Changes to the definition of a business could bring significant changes to accounting for acquisitions, divestitures, consolidations, and segment changes. Accounting Standards Update 2017-01, Business Combinations (Topic 805), Clarifying the Definition of a Business (ASU 2017-01) creates a framework that may result in fewer complex transactions qualifying as business acquisitions for accounting purposes. Transactions that did not meet the definition in ASC Topic 805 will be accounted for as asset acquisitions.
Public companies will be adopting in the 2018 calendar year—the guidance is required for financial statements issued for fiscal years beginning after Dec. 15, 2017, and interim periods within those fiscal years. Nonpublic business entities are required to adopt in the 2019 calendar year (for financial statements beginning after Dec. 15, 2018, and interim periods within fiscal years beginning after Dec. 15, 2019) and may want to consider early adoption depending on their facts and circumstances.
In current U.S. GAAP, there are three elements related to a business: inputs, processes, and outputs. Actual outputs are not considered necessary to meet the definition of a business. An entity is required to assess whether the acquired assets and activities are capable of being managed as a business. If certain inputs and/or processes are missing at the time of acquisition, the transactions can still be accounted for as the acquisition of a business as long as the needed inputs/processes are available to the hypothetical market participant.

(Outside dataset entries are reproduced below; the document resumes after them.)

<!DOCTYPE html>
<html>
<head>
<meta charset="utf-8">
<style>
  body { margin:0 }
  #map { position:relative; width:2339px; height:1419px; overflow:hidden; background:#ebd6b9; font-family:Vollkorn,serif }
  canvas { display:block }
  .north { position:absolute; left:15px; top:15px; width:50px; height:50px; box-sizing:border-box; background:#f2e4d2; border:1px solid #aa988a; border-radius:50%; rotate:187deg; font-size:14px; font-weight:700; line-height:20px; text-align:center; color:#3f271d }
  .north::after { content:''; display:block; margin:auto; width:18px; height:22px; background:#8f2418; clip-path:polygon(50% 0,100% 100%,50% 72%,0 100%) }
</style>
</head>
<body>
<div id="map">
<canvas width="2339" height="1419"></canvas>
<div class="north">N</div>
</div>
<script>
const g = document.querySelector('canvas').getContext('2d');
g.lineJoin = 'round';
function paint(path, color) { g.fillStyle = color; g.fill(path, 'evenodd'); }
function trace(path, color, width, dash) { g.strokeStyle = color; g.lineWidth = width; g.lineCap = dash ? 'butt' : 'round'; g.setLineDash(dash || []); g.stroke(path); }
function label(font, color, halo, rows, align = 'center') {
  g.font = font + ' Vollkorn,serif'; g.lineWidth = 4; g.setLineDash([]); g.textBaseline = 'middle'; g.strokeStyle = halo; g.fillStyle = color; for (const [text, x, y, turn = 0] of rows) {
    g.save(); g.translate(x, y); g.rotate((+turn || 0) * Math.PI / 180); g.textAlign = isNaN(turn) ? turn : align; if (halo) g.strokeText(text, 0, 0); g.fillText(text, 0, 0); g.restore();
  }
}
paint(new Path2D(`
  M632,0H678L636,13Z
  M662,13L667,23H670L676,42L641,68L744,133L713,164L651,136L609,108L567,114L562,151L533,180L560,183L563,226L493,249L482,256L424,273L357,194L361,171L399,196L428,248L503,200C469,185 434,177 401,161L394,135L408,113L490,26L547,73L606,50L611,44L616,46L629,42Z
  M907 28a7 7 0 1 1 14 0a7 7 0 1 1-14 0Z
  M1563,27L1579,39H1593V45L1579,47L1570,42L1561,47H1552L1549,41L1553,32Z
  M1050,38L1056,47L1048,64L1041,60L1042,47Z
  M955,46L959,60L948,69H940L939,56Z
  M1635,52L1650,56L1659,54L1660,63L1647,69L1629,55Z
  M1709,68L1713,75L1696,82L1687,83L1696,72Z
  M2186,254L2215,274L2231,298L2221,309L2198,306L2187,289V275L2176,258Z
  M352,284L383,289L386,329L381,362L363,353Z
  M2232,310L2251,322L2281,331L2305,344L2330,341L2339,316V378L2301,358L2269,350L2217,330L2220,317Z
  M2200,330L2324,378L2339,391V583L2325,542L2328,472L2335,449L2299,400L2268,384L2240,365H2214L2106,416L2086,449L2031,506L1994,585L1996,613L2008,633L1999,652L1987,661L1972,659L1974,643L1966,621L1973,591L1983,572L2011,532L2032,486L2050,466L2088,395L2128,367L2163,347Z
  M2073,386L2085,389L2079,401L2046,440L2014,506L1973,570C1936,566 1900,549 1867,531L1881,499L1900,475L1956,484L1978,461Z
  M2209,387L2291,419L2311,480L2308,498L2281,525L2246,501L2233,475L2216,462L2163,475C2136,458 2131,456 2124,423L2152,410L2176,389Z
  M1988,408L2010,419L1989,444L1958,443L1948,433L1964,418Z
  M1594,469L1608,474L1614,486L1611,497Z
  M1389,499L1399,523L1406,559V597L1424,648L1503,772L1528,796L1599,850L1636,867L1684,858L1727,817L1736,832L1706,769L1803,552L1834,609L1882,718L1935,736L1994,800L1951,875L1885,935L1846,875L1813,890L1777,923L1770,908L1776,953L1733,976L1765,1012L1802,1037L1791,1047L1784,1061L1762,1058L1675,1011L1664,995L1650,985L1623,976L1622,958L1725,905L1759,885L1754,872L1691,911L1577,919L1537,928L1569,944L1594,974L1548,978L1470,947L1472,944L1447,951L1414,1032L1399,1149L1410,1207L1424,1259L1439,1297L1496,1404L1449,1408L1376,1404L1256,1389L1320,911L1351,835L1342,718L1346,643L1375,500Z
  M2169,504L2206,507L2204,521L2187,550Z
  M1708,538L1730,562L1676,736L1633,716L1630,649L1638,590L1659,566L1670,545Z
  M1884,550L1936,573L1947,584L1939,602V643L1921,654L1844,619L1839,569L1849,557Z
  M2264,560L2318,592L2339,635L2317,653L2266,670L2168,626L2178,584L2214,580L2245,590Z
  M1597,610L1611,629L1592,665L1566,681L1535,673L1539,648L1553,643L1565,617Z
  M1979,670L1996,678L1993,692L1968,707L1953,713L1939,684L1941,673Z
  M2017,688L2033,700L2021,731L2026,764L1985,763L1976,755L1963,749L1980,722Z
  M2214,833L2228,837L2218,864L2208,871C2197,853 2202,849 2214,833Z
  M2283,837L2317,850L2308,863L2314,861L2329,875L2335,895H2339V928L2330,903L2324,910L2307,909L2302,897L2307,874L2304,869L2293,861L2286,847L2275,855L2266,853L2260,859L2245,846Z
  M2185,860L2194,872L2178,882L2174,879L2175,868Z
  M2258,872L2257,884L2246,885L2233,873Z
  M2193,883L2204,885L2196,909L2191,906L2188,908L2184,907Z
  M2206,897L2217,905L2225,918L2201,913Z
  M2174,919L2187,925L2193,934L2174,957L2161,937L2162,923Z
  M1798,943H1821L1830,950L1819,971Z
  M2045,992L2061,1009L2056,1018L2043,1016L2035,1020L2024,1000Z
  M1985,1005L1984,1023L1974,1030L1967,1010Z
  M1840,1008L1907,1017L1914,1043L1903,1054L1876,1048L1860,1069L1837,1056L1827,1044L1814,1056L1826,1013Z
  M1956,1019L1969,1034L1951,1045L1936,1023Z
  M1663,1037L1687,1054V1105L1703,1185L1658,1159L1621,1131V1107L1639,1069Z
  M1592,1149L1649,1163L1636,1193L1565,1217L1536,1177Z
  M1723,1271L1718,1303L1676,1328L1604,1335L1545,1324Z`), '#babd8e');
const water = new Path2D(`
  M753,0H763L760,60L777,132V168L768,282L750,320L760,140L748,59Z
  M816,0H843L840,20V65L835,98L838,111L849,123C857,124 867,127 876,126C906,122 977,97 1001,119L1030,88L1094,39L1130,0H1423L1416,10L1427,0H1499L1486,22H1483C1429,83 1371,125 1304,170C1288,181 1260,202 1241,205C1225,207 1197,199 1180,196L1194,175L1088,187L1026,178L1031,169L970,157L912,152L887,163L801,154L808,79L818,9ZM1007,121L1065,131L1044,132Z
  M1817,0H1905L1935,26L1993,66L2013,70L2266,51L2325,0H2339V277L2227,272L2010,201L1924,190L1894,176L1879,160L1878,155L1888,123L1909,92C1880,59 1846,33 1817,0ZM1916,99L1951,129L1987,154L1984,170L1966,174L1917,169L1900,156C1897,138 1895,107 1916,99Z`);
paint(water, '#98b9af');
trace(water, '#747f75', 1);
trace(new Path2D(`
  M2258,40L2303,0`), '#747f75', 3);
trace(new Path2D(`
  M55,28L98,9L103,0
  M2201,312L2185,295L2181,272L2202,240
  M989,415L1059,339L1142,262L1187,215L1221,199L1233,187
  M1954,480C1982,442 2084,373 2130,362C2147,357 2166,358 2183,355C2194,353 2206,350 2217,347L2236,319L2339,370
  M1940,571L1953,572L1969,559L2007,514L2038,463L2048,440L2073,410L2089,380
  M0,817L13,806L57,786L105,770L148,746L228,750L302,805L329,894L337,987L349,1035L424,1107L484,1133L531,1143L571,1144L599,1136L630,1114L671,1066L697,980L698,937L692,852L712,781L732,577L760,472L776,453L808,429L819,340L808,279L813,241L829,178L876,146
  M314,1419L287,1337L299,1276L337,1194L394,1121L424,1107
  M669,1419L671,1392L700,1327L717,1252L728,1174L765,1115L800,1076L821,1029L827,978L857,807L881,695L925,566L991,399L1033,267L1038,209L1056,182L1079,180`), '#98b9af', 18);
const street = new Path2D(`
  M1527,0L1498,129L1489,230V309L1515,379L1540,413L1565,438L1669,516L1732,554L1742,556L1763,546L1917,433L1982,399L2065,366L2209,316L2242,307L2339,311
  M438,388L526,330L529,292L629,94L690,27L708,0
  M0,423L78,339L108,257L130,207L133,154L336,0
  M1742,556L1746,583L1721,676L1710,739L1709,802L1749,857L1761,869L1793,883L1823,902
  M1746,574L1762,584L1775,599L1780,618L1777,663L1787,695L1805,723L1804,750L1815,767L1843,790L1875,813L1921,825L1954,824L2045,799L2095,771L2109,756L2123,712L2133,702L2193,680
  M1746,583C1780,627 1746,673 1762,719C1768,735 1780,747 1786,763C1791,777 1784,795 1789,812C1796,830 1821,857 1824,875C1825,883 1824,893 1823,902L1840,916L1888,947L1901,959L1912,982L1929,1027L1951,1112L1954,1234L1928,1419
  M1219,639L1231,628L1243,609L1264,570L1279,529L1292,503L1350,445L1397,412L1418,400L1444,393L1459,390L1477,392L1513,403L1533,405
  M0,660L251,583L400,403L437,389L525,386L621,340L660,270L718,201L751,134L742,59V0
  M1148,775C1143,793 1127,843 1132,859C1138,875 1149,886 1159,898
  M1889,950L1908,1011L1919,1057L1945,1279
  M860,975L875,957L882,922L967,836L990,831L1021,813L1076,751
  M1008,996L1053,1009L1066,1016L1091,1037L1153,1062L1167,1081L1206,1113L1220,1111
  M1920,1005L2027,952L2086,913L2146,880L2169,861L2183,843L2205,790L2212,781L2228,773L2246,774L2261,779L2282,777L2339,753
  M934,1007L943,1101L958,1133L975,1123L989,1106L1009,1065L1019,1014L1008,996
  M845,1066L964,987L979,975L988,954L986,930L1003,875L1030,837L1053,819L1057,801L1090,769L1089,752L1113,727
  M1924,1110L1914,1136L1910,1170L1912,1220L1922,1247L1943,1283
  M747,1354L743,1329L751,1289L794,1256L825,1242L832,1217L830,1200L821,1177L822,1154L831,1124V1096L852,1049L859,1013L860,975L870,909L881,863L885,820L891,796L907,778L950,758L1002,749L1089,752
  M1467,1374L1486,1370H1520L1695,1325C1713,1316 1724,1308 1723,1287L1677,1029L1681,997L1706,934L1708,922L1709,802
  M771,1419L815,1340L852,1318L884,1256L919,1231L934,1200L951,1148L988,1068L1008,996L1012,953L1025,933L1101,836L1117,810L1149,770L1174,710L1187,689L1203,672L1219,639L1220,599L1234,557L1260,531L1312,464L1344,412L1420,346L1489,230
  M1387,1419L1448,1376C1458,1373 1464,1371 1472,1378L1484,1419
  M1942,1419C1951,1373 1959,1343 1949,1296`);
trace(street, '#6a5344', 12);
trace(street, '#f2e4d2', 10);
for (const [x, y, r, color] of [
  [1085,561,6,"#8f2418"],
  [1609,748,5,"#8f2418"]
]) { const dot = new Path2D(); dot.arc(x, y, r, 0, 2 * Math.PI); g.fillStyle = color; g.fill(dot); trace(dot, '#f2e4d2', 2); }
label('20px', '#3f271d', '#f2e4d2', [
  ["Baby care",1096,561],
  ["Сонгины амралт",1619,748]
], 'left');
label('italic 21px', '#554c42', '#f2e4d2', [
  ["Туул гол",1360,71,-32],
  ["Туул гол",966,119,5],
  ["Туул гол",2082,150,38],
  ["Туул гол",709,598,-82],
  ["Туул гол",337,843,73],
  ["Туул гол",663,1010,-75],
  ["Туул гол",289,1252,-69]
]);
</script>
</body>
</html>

The ASU 2017-01 framework adds an initial "screen" to the definition of a business to determine if substantially all of the fair value of the gross assets acquired is concentrated in a single asset or group of similar assets. If that is the case (i.e., the screen is met), the set of assets and activities acquired is not considered a business. The framework also specifies the minimum required inputs and processes necessary to be considered a business. Additionally, the acquirer no longer must consider the market participant's ability to provide inputs or processes that were not acquired as part of the acquisition when evaluating whether all of the input and processes necessary to produce outputs were obtained.
ASU 2017-01 retains what currently qualifies as an "input" and "process," however; it also clarifies that the intellectual capacity of an organized workforce could also qualify as a process. Finally, the new guidance provides a narrower definition of an "output" and harmonizes it with how it is described in ASC Topic 606, Revenue from Contracts with Customers.
Acquisitions that do not meet the standard will be considered asset acquisitions and come with different accounting considerations than business combinations:
- Goodwill or gain is not recognized
- Transaction costs are capitalized
- If involving a workforce, the intangible asset of the workforce is allocated a portion of the cost
Additionally, the new definition may change whether an organization is able to meet the business scope exception in ASC Topic 810, Consolidation.
Why Private Entities May Consider Early Adoption
There are a variety of judgments across several subjects that will need to be made upon adoption. Entities considering an early adoption should familiarize themselves with the new framework and discuss the impact of the new guidance with their business advisors, accountants, and auditors. The adoption of ASU 2017-01 will require careful consideration of facts and circumstances surrounding acquisition transactions. If private entities elect to early adopt, they can do so on a prospective basis.